**EXERCISE**
Reproduce, exactly, the lines of the material below from the line containing "position:absolute; inset:0; border:3px" through the line containing "position:absolute; left:12px; top:12px;", with both end lines included and nothing else.

***** TASK DATA

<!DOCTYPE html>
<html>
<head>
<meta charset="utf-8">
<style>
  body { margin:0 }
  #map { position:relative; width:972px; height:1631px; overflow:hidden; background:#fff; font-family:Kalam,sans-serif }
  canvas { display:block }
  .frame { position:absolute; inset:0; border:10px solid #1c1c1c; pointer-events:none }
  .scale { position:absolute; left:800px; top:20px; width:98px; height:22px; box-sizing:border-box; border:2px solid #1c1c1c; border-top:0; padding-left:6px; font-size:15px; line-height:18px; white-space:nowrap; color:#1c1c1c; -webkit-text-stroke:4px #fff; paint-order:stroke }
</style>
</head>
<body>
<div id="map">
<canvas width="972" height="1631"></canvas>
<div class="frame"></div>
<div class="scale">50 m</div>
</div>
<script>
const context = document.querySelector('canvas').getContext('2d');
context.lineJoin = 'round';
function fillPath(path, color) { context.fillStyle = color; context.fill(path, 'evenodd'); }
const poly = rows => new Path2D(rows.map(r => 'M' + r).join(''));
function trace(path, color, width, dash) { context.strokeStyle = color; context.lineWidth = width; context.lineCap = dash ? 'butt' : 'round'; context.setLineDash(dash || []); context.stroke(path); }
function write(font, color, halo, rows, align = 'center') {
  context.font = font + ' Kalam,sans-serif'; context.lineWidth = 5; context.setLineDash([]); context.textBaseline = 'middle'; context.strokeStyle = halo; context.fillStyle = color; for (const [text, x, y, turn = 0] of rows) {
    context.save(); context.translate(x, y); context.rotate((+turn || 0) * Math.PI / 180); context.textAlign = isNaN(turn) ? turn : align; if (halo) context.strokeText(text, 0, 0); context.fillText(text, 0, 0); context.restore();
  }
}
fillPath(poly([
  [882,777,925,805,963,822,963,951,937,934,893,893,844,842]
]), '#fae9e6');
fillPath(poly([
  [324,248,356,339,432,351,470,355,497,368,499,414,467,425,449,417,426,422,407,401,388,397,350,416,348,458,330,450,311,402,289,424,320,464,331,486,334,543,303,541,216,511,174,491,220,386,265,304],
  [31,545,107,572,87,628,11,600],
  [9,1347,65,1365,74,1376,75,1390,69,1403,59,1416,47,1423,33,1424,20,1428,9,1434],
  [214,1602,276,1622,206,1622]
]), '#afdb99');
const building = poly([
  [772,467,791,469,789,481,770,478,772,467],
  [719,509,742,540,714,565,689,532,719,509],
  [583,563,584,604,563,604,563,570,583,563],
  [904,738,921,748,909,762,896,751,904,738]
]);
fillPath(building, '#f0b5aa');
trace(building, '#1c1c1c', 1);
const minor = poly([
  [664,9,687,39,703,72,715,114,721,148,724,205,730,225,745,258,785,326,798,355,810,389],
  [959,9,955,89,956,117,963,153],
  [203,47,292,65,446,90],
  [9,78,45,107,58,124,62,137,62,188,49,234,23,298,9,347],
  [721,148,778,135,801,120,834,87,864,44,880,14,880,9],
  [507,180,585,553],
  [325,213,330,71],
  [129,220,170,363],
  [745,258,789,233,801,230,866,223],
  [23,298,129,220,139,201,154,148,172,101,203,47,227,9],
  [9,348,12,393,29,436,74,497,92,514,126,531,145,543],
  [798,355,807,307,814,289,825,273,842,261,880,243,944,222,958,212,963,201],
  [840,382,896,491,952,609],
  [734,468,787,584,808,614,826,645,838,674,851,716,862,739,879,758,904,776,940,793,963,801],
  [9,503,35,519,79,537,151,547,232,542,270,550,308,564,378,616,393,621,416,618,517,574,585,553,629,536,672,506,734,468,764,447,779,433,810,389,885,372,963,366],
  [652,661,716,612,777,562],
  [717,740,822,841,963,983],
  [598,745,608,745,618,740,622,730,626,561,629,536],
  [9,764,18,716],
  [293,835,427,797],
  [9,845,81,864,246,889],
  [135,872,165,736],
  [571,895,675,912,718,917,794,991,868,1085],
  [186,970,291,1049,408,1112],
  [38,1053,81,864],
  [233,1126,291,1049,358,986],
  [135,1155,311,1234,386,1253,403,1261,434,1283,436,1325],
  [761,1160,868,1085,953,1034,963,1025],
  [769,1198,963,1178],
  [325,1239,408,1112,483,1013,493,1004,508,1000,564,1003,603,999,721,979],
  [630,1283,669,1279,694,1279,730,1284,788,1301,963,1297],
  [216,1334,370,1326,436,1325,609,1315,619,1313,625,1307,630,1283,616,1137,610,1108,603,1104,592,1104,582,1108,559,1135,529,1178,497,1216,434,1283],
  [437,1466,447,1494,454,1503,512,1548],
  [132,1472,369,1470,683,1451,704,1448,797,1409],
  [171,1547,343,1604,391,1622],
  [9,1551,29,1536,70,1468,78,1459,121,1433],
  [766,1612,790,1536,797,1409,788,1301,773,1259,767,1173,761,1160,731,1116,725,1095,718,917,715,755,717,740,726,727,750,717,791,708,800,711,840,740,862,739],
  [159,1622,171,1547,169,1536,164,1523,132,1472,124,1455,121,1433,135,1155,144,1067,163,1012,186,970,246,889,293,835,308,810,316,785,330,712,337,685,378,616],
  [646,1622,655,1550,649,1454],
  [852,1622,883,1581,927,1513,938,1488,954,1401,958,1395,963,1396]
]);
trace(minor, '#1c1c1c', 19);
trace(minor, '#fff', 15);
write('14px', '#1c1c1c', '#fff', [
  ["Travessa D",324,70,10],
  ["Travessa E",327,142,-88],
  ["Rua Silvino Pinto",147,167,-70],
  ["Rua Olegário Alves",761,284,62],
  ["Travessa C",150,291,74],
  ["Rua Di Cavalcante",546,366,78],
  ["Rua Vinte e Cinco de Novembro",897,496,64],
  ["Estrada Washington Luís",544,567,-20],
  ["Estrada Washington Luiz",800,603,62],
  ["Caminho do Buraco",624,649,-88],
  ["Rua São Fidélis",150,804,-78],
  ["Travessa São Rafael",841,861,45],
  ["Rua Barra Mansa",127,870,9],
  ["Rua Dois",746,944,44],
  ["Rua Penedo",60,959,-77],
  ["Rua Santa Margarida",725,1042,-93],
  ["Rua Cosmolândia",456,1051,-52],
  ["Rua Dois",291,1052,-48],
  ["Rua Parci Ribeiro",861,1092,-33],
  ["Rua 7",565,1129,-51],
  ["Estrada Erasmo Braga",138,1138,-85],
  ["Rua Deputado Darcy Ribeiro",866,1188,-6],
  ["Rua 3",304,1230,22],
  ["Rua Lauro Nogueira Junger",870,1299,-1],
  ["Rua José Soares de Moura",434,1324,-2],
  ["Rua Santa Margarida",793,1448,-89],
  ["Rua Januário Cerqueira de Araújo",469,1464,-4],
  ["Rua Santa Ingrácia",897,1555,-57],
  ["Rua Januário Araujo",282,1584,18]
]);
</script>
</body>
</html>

**********
***** TASK DATA

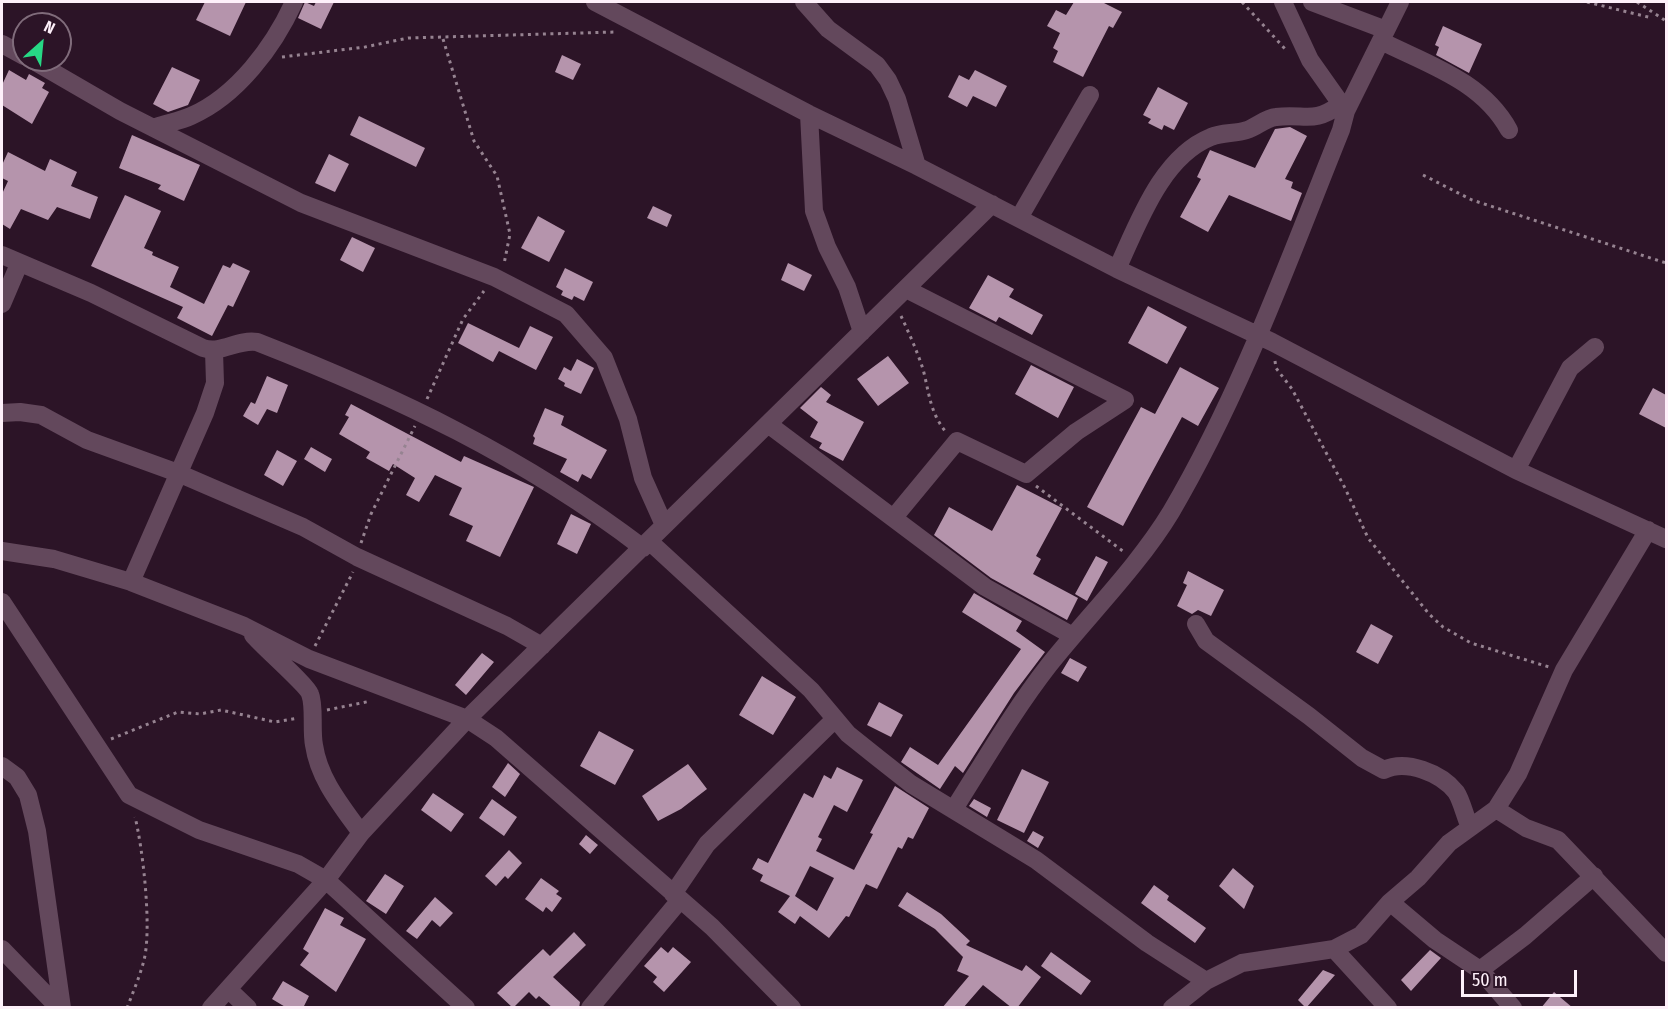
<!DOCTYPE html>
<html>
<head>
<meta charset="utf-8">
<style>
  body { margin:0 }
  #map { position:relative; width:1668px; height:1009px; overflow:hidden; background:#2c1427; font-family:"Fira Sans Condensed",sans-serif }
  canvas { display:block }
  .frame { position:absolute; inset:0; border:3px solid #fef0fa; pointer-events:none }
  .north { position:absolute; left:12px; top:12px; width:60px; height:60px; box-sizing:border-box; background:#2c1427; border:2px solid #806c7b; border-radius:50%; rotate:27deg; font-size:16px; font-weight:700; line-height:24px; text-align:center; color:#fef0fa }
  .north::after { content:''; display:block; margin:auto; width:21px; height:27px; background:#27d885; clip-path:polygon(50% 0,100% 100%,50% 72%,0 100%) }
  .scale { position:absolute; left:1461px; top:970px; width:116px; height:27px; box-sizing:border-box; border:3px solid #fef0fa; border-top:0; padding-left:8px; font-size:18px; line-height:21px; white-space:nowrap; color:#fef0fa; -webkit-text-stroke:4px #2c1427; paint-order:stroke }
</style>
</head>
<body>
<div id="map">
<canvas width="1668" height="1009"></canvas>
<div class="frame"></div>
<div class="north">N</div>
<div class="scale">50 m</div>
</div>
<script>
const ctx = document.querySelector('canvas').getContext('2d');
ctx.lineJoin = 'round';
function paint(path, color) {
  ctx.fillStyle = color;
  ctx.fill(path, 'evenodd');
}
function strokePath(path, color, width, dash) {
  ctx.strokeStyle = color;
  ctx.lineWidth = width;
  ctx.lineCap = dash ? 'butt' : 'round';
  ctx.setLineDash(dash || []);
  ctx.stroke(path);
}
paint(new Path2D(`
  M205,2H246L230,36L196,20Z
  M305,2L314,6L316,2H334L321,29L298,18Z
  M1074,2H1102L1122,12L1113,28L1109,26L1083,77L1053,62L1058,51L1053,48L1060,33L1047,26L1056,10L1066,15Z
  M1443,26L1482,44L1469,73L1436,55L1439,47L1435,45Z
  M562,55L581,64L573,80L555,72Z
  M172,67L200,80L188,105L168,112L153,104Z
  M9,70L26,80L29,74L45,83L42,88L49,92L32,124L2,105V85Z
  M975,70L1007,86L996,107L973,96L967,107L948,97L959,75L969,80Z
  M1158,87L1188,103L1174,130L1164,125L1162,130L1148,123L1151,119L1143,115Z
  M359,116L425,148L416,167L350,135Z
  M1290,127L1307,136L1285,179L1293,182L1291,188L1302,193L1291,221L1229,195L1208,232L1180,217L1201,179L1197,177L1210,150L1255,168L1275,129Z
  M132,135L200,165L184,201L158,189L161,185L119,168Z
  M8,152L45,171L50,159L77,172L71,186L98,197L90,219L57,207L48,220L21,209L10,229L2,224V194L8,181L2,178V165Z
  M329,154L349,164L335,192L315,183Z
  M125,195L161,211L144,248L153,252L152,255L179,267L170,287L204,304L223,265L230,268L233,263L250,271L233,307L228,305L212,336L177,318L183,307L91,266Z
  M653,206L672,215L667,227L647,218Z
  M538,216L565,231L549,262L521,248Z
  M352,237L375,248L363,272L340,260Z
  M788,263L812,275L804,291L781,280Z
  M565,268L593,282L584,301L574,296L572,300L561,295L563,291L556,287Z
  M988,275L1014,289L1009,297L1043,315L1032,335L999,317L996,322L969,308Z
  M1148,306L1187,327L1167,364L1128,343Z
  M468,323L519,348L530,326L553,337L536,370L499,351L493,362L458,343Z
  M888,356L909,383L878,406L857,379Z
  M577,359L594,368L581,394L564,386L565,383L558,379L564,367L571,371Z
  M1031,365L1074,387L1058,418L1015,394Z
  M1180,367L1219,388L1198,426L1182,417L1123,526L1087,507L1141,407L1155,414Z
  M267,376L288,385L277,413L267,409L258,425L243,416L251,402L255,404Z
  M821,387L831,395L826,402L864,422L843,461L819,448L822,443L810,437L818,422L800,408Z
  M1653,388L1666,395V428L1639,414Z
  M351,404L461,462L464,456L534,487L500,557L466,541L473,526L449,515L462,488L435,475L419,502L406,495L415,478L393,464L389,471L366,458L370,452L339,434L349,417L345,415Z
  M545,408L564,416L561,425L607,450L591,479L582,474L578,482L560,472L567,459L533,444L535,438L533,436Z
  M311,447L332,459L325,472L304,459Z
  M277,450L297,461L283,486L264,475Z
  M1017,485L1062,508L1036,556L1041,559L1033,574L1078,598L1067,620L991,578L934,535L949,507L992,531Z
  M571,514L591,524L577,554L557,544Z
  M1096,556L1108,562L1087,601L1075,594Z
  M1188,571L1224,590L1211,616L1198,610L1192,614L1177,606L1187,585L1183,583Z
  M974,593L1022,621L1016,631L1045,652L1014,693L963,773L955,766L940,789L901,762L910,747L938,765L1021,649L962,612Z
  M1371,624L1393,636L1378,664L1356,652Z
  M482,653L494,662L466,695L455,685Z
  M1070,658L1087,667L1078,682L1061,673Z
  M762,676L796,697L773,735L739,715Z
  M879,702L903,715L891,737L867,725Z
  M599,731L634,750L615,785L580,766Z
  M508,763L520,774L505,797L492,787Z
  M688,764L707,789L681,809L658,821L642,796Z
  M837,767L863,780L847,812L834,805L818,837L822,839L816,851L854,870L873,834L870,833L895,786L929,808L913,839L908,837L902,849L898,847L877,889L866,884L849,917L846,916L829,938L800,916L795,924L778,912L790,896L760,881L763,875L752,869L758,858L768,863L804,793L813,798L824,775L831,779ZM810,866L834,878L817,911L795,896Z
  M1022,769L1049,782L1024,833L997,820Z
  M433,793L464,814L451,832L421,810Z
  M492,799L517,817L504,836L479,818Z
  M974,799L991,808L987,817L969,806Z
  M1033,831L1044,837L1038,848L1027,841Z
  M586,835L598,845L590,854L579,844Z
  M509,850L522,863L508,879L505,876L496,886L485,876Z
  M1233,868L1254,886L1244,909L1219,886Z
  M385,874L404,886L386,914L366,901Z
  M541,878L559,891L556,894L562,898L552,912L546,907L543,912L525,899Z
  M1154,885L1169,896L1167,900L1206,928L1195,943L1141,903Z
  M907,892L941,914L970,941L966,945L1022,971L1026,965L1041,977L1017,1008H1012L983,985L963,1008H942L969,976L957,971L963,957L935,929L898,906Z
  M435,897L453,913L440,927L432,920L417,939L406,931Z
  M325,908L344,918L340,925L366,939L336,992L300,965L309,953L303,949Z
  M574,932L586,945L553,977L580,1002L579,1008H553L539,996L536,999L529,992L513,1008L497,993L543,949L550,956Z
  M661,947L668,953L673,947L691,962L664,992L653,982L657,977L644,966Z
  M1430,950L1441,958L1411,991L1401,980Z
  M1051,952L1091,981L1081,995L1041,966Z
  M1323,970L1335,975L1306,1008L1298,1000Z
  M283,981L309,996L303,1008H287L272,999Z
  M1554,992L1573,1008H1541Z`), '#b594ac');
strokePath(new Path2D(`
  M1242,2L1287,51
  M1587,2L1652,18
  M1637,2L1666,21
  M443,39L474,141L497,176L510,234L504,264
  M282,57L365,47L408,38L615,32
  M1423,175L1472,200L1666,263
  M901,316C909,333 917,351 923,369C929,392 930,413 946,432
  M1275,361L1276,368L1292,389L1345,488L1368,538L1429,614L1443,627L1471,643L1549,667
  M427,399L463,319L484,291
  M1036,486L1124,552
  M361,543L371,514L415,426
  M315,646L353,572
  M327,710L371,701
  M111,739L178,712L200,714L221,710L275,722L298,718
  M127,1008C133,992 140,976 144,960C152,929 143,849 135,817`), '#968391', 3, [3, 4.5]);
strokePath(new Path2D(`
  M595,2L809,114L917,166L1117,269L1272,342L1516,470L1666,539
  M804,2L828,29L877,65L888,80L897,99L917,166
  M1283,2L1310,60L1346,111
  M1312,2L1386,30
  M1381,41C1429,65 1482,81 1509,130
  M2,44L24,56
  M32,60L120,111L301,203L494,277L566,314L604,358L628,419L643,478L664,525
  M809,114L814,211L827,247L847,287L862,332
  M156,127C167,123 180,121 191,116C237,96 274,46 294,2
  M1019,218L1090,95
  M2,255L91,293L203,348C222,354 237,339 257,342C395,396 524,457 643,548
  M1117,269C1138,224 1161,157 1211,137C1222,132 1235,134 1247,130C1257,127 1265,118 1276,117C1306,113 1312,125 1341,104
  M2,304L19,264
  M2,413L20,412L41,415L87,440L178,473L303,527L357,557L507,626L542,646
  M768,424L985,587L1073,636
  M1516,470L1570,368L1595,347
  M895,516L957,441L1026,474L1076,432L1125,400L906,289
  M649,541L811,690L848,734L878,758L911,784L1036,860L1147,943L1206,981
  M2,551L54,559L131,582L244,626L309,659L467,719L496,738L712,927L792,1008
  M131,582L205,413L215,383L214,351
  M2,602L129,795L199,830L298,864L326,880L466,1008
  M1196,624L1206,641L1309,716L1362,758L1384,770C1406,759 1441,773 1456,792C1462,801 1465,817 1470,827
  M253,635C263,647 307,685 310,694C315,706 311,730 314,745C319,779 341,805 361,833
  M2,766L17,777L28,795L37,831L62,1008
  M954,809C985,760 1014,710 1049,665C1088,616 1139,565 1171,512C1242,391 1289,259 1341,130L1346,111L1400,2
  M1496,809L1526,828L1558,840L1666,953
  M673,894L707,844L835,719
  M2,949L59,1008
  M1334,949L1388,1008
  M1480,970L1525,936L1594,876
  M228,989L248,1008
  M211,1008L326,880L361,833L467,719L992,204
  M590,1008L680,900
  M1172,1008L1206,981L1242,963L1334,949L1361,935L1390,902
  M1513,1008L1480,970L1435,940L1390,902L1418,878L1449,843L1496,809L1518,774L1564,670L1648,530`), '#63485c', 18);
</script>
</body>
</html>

**********

**RESULT BELOW**
  .frame { position:absolute; inset:0; border:3px solid #fef0fa; pointer-events:none }
  .north { position:absolute; left:12px; top:12px; width:60px; height:60px; box-sizing:border-box; background:#2c1427; border:2px solid #806c7b; border-radius:50%; rotate:27deg; font-size:16px; font-weight:700; line-height:24px; text-align:center; color:#fef0fa }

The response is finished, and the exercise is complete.